Lyon : le bar du mouvement identitaire Bastion social, fermé par arrêté

Lyon : le bar du mouvement identitaire Bastion social, fermé par arrêté© Bertrand Langlois Source: AFP
Des membres du Bastion social devant leur local de Marseille, le 24 mars 2018 (image d'illustration).

Le bar Pavillon noir, antenne locale du Bastion social, un mouvement identitaire français, a été fermé par un arrêté de la mairie dirigée par Gérard Collomb. «L’état des locaux compromet gravement la sécurité du public», argumente le texte.

Alors que l'ancien ministre de l'Intérieur macroniste, Gérard Collomb, a été réélu ce 5 novembre à la tête de Lyon, la ville a annoncé le lendemain avoir pris un arrêté dans le but de fermer le Pavillon noir, un bar identitaire, antenne lyonnaise du Bastion social, formé par d'anciens membres du GUD.

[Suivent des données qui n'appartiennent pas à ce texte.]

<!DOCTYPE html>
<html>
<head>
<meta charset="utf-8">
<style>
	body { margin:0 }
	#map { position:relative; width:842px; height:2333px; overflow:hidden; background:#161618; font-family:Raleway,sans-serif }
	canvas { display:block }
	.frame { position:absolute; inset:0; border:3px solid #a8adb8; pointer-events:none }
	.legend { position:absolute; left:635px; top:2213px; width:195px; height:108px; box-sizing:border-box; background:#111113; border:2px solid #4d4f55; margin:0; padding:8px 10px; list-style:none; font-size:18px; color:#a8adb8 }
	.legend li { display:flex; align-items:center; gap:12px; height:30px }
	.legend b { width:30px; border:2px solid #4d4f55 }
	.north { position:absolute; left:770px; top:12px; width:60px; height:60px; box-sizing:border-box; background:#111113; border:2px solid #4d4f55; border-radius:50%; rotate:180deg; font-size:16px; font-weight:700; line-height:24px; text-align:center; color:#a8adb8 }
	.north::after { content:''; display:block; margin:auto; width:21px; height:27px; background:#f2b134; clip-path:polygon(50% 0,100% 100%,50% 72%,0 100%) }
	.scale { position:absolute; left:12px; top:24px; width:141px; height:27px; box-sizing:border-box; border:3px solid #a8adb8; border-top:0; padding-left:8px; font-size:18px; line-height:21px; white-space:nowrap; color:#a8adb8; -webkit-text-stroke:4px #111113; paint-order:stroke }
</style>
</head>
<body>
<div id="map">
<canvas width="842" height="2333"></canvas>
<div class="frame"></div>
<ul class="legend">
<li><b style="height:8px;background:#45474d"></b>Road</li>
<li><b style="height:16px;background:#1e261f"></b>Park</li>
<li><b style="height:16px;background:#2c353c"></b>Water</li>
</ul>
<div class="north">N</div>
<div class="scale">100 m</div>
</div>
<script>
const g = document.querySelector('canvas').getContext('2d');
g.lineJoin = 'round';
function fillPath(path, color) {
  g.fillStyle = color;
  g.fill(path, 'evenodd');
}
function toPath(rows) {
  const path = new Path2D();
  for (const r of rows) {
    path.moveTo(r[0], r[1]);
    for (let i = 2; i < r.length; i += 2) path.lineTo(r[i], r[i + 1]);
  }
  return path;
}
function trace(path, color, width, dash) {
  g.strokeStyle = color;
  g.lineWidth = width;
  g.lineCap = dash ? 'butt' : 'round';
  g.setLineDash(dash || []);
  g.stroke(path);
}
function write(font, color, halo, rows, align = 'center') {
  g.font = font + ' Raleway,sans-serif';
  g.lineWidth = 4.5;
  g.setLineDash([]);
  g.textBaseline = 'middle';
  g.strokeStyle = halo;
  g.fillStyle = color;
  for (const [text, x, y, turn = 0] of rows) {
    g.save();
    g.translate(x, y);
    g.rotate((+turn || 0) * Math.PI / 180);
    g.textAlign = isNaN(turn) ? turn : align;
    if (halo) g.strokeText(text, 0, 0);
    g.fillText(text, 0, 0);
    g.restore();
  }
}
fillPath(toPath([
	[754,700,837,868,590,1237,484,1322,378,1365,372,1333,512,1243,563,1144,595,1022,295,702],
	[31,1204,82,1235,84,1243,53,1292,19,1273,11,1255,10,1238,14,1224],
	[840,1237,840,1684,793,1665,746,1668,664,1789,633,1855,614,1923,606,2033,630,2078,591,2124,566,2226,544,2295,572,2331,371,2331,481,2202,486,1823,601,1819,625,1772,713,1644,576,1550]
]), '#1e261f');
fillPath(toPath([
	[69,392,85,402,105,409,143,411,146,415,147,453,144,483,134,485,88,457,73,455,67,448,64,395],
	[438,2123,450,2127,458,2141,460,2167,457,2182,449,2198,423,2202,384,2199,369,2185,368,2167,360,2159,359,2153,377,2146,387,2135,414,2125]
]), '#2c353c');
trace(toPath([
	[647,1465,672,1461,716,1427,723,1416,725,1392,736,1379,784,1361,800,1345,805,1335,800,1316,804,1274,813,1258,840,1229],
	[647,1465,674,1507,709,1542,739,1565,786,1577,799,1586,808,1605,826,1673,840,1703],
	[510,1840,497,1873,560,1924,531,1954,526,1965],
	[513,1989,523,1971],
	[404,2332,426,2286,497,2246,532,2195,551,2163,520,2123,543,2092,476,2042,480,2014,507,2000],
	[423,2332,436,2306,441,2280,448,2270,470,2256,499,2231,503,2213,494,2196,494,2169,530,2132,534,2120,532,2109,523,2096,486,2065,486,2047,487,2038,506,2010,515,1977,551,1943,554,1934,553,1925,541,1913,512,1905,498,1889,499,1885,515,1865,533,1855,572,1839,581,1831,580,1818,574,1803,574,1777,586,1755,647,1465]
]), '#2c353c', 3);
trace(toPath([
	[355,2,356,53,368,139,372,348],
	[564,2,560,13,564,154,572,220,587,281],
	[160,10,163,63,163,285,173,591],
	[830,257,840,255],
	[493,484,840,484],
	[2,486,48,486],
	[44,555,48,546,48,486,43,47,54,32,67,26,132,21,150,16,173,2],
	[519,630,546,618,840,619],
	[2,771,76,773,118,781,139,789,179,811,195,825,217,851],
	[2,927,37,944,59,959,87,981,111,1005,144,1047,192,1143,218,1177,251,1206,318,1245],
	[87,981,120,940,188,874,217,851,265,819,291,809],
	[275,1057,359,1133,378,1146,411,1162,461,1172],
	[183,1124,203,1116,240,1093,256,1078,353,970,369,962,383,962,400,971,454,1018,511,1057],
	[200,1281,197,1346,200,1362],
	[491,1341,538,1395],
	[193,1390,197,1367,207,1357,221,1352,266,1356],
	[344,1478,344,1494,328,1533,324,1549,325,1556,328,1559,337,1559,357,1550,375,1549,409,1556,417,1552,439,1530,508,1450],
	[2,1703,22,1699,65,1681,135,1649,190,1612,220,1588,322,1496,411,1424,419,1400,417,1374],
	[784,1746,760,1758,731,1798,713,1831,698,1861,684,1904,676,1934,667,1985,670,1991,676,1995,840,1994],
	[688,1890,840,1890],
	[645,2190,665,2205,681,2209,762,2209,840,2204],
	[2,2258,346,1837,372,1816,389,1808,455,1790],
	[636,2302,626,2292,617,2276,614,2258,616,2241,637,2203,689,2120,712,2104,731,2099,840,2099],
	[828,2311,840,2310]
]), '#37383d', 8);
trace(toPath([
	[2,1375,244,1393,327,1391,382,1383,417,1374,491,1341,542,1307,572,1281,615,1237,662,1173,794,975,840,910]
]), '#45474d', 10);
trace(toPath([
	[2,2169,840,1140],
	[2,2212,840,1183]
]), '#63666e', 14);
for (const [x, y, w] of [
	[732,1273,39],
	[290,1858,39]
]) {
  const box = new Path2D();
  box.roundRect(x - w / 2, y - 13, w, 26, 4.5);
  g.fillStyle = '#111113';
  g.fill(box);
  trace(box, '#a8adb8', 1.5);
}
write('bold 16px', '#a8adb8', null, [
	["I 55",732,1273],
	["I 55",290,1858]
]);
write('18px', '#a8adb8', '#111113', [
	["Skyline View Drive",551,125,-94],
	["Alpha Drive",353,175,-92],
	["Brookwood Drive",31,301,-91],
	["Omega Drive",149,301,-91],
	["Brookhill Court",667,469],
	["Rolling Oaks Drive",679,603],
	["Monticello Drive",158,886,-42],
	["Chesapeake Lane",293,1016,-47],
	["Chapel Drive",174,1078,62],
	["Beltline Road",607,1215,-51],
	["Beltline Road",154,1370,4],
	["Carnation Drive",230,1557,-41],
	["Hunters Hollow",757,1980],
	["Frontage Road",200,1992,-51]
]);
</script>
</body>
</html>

L’état des locaux compromet gravement la sécurité du public et fait obstacle au maintien de l’exploitation de cet établissement

Selon 20 Minutes, Gérard Collomb avait été interpellé en séance de conseil municipal le jour de sa réélection sur la présence des identitaires dans le Vieux-Lyon et sur le fait que la ville n'avait encore jamais pris de mesures pour mettre sous pression les lieux fréquentés par des militants ultranationalistes. La mairie a justifié sa décision par des «manquements graves» à la sécurité. «L’état des locaux compromet gravement la sécurité du public et fait obstacle au maintien de l’exploitation de cet établissement», argumente-t-elle ainsi. Selon l'exécutif, «l’absence de moyens d’alerte ainsi que des dysfonctionnements de l’éclairage de secours» avaient été repérés lors d'une visite des lieux au mois de mai.

Des mises en demeure adressées aux gérants du Bastion social seraient restées «sans réponse», selon l'arrêté de la Ville. L'exécutif lyonnais, dirigé par l'ancien premier flic de France, précise qu'il «restera particulièrement attentif à toute tentative d’implantation de groupuscules extrémistes et identitaires».

En septembre, le Bastion social avait fermé de lui-même son bar associatif de Clermont-Ferrand en évoquant des «pressions policières, administratives et juridiques». Trois de ses membres ont été condamnés pour des faits de violences aggravées en réunion.